Multilevel Models and Political Advertising

The graph above recently appeared as part of Scott Walker’s Twitter feed. Presumably, the idea is to suggest that under Walker’s leadership, Wisconsin has done better than the country as a whole when it comes to unemployment, though an alternative version of the ad makes it somewhat more personal, using the same basic figures to suggest that Walker—a Republican presidential candidate—is outperforming sitting Democratic president Barack Obama. In these ads, the Walker campaign repeatedly highlights the fact that the unemployment rate in Wisconsin is lower than the national average. Note, however, that the unemployment rate in Wisconsin was already lower than the national average when Walker took office. In other words, Walker inherited a good labor market. If we want to measure Walker’s effect on the Wisconsin economy, we need to look at changes in the unemployment rate over time.

I decided to throw some data at the problem. To put Wisconsin’s performance in perspective, I estimated the effect of time on the monthly seasonally-adjusted unemployment rate in each state. Covering the period from January 1, 2011 to June 1, 2015, the data came from the Bureau of Labor Statistics—the same source used by Walker and company. There are a number of different ways of estimating state-specific effects, the simplest of which is to disaggregate the data and run a separate model for each state. Alternatively, you can use a multilevel model which, in Gelman and Hill’s (2007) terms, allows for the partial pooling of data. Towards this end, I used the lmer command to estimate a simple bivariate model in which both the intercept and slope were allowed to vary by state. I am interested in particular in the slope parameters which capture the effect of time on unemployment. A negative slope indicates that, on average, the unemployment rate in a given state is going down over time. Much like the country as a whole, Wisconsin has a declining unemployment rate. The question is whether unemployment is declining faster in Wisconsin than it is elsewhere.

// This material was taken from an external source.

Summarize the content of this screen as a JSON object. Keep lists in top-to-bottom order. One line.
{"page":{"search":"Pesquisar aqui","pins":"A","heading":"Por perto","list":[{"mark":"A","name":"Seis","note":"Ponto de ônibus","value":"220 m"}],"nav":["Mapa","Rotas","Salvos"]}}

The figure above depicts the absolute value of the estimated slope parameters, along with intervals measuring ±1 standard error. Taking the absolute value of the slope is a quick way of reverse coding the estimates so that the graph can be read from left to right, with states on the right experiencing the most pronounced decline in unemployment (i.e. North Dakota is doing the worst and Nevada is doing the best). This only works because all of the slopes were negative. In effort to improve interpretability, I rescaled the time variable so that the slope parameter refers to the effect of a change of one year, as opposed to a change one month. For example, the absolute value of the time effect for Wisconsin is equal to roughly 0.77 which suggests that, on average, the seasonally-adjusted unemployment rate in Wisconsin dropped by 0.77 percentage points for each year Walker was in office. This seems pretty good, but when compared to other states, Wisconsin is decidedly average. The estimated effect of time on unemployment for Wisconsin is almost exactly equal to the value of the average slope, as shown by the dashed line.

When it comes to changes in the unemployment rate over past four and a half years, Walker doesn’t seem to fare especially well when compared to his gubernatorial peers in the Republican field. Out of Christie (NJ), Jindal (LA), Kasich (OH), Perry (TX), and Walker (WI), the only candidate doing worse than Walker in terms of change in unemployment is Jindal. There’s an important caveat here, namely that the effect of time on unemployment is highly correlated with the unemployment rate at the start of the period. On average, the effect of time on unemployment was less pronounced for states that already had a low unemployment rate to begin with. In effect, its as if there is less room for these states to improve.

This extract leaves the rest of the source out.